Mostly I’m just bitter there aren’t four or five ongoing Swamp Thing titles on the stands right now.

§ September 9th, 2013 § Filed under question time, retailing § 9 Comments

So I had a couple of questions and comments to this post from last Friday that I wanted to respond to:

  • LFC notes, regarding my comment on having 17 issues of Superior Spider-Man in eight months:

    “2012 saw 29 issues of Amazing Spider-Man (including point ones, Ends of the Earth one shot and anything by Slott), 2011 saw 29 issues as well, 2010 saw 33 issues and so on. Luckily it’s a very good book.”

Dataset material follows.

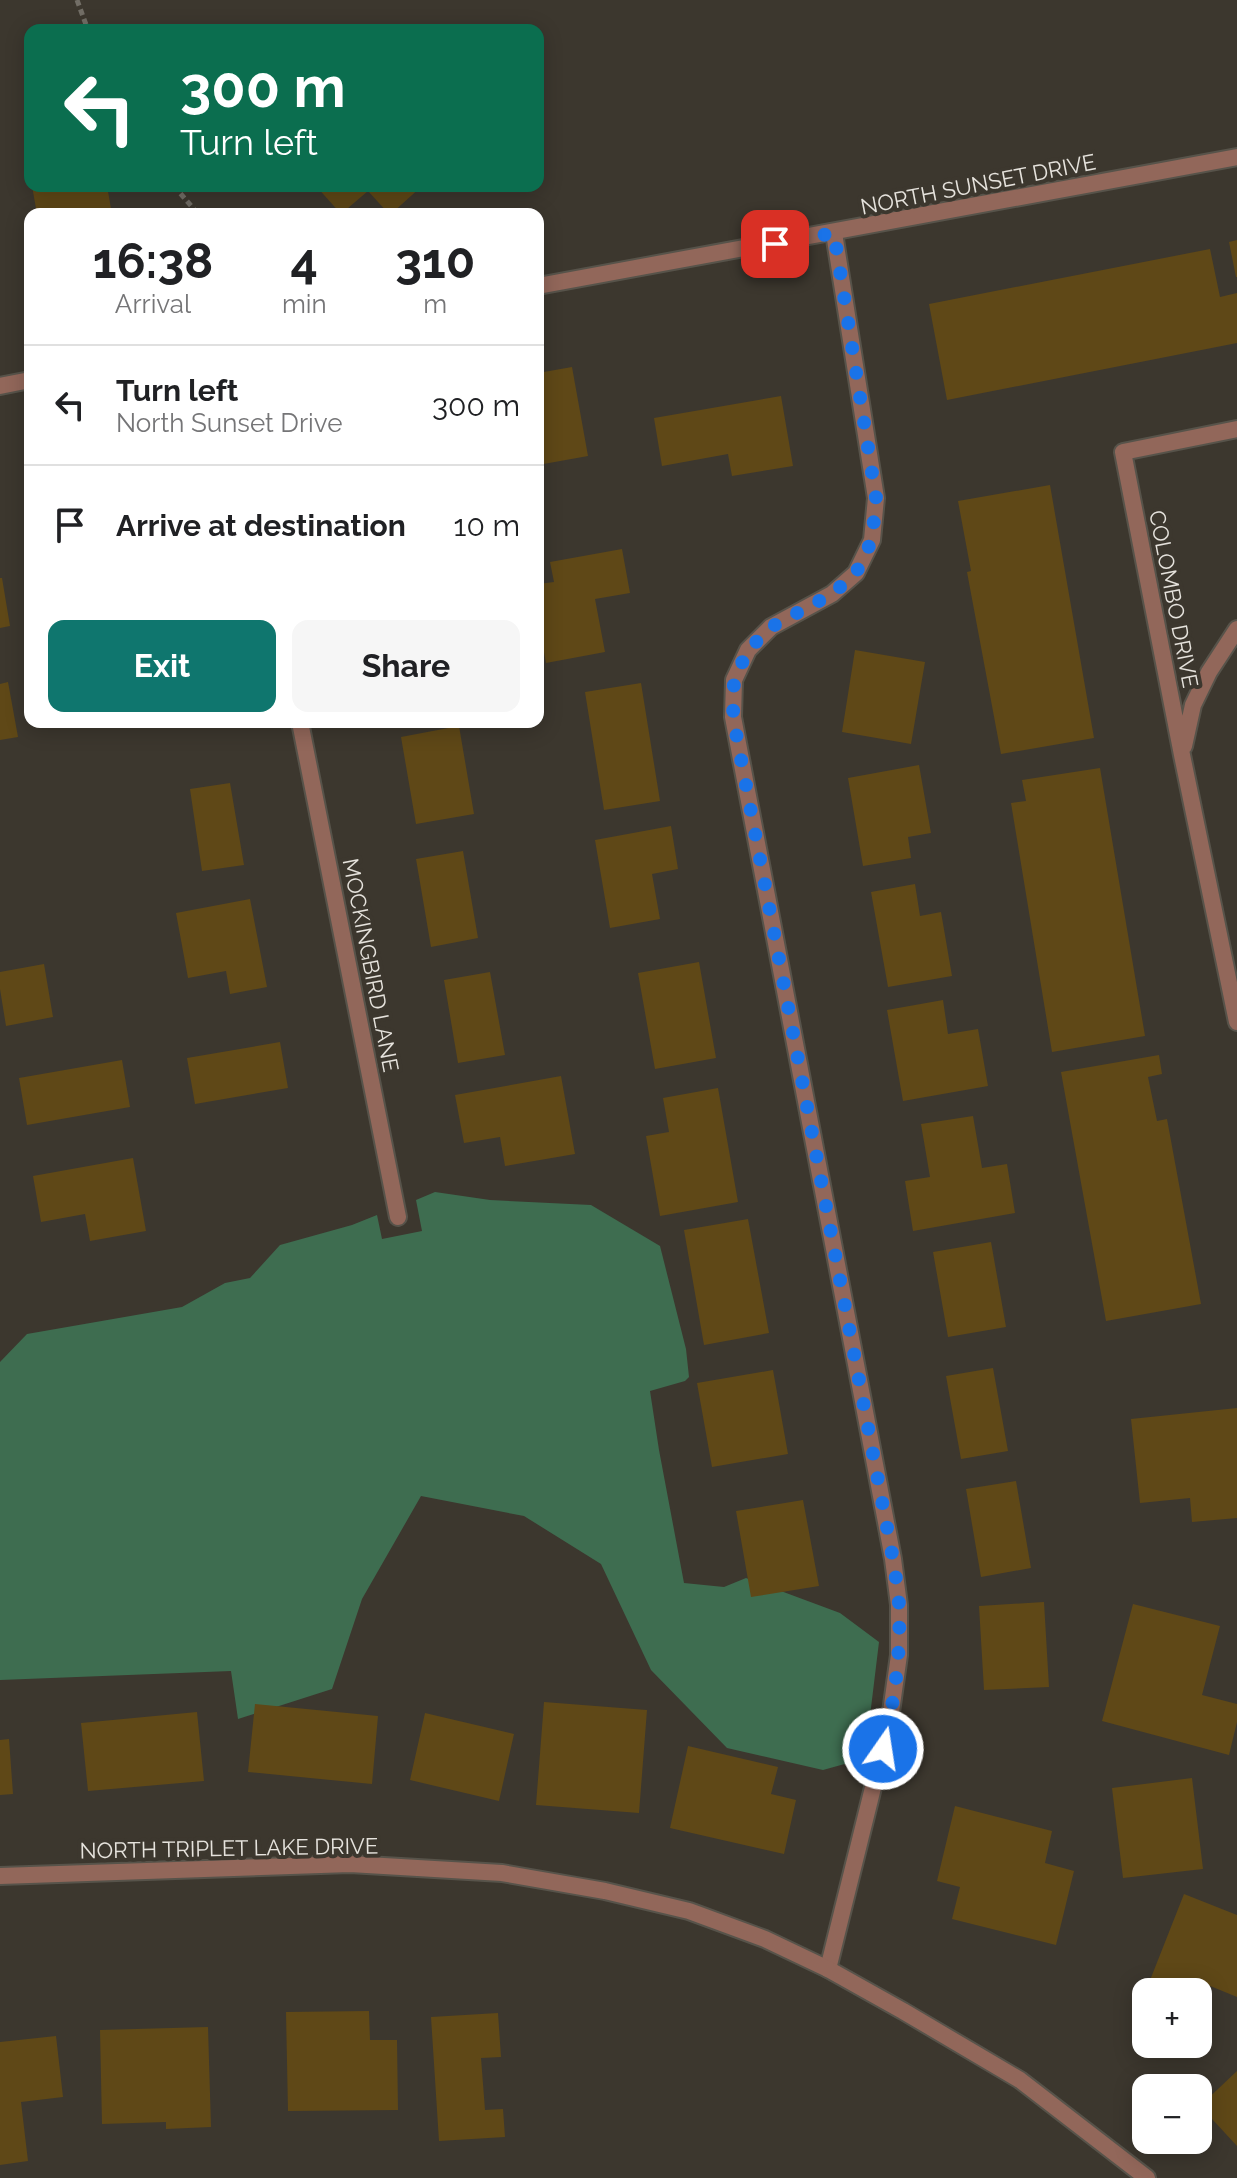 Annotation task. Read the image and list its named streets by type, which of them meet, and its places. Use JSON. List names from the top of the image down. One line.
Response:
{"streets":{"street":["NORTH SUNSET DRIVE","COLOMBO DRIVE","MOCKINGBIRD LANE","NORTH TRIPLET LAKE DRIVE"]},"page":{"turn":["300 m","Turn left"],"eta":["16:38","Arrival","4","min","310","m"],"list":[{"name":"Turn left","note":"North Sunset Drive","value":"300 m"},{"name":"Arrive at destination","value":"10 m"}],"buttons":["Exit","Share"],"map_buttons":["+","−"]}}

    The quality of the book almost doesn’t matter. It’s just too much. Comic fans only have so much to budget for their books, and every dollar that goes towards maintaining their run of Amazing or whatever at two or three copies a month are dollars not going toward maybe trying out something that isn’t a Spider-Man comic that month. It’s rack crowding and market flooding, and I don’t like it when Marvel is cranking out two or three issues per title per month, and I don’t like it when both Marvel and DC are cranking out a half-dozen titles or more for each of their franchises. We don’t need this many Batman books, or this many X-Men or Green Lantern or Avengers or Superman books, except we now have a marketplace that depends on devotion to the big franchises and doesn’t leave room in anyone’s budgets to try out or support something different.

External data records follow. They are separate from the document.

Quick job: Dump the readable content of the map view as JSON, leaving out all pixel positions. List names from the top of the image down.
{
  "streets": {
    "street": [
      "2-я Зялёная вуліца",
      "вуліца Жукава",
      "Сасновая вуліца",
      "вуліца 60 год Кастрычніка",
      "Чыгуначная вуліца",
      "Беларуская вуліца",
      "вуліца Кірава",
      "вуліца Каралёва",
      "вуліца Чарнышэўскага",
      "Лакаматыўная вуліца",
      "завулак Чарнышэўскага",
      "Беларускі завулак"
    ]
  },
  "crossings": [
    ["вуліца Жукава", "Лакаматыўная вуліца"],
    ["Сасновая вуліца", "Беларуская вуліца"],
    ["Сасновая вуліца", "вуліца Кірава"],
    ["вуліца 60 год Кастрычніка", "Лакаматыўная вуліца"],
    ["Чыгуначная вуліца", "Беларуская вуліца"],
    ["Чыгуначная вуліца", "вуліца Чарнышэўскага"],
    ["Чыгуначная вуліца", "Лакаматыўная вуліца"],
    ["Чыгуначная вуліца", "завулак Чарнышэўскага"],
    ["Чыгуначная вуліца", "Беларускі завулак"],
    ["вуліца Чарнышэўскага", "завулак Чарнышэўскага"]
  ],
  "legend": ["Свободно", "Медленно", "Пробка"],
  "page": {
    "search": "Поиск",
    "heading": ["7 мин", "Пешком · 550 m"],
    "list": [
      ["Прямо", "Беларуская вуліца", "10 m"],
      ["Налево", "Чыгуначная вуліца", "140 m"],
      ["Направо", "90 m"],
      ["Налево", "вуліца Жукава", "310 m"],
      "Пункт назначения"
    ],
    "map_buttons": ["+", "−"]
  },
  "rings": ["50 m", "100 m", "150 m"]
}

    And before anyone says anything, this isn’t absolutely 100% across the board for all fans everywhere, that everyone is just buying this stuff and not buying that stuff. But there is a trend toward this kind of marketplace, where the only comics that sell well are Batman or Avengers books because if you throw a dart randomly at a comics rack that’s what you’re gonna hit, well, there you go. “We keep putting out Avengers books because those are the comics that sell” is the self-fulfilling prophecy of the comics market.

  • Sean writes:

    “haven’t been paying much attention to Marvel’s books for the last couple of years, so I got a good laugh out of the three-digit issue number (017) on the front of Superior Spider-Man. Is there anyone out there who genuinely thinks any of Marvel’s books are going to get to 100 before being rebooted with new issue #1′s?”

    It’s a design element not just to accommodate the eventual possibility that any of the comics will make it to the triple digits, but also because it creates a uniformity of design with those few remaining comics Marvel is currently publishing that are in the triple digits. (Or is X-Factor the last?) Also, I think having the three digits seems a little more aesthetically pleasing than just having the two digits. Anyway, I’d be surprised if the current cover layouts are around for more than a couple more years at most, so the problem will likely be moot.

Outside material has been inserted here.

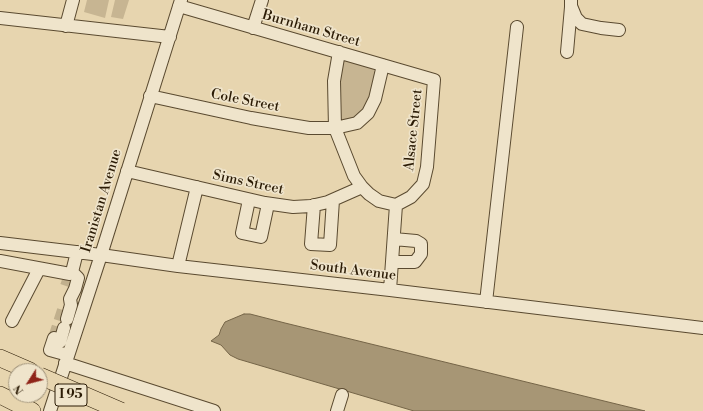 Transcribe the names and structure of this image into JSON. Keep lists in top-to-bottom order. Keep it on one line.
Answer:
{"streets":{"highway":["I 95"],"street":["Burnham Street","Cole Street","Alsace Street","Sims Street","Iranistan Avenue","South Avenue"]},"crossings":[["Burnham Street","Cole Street"],["Burnham Street","Alsace Street"],["Burnham Street","Iranistan Avenue"],["Cole Street","Iranistan Avenue"],["Sims Street","Iranistan Avenue"],["Iranistan Avenue","South Avenue"]],"north":"bottom left"} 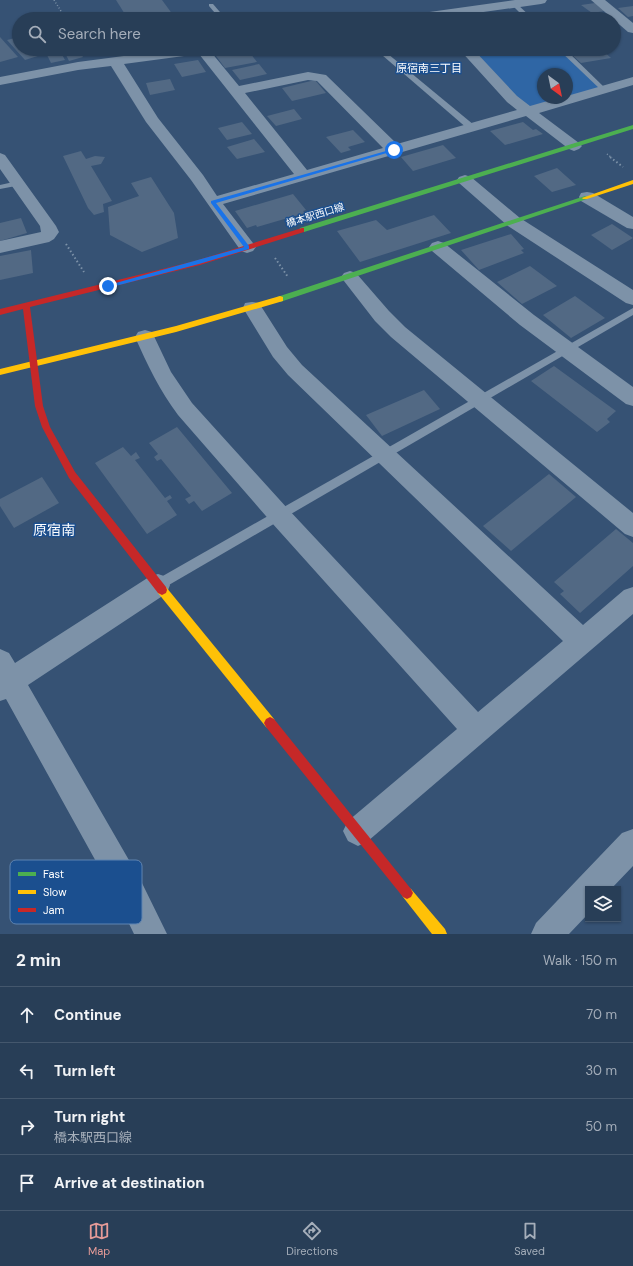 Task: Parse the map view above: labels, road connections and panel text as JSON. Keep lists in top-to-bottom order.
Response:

  • ~P~ has a comment or three for me:

    “I’m not sure if you’ve mentioned it yet, but how does the Marvel ‘NOW!’ trend of placing issue numbers on the BOTTOM of the cover affect your display and sales?”

    Most of our comics are racked with the full cover face out, so the issue number isn’t obscured. We have some wall racks that overlap the books, and if any of the comics have non-traditional logo and number placing, I’ll make a small sign to rack with the comic to indicate any of the relevant information. A minor annoyance, but racking thing properly is what they pay me the Big Bucks. (NOTE: Bucks may not be as big as may be implied.)

    “I just spent some time this past week filing away about a year’s worth of adopted comics into their drawerbox longbox forever-homes, and having logos placed wherever the heck the artist thought was aesthetically pleasing was bad enough, but issue number placement at the bottom is murder!”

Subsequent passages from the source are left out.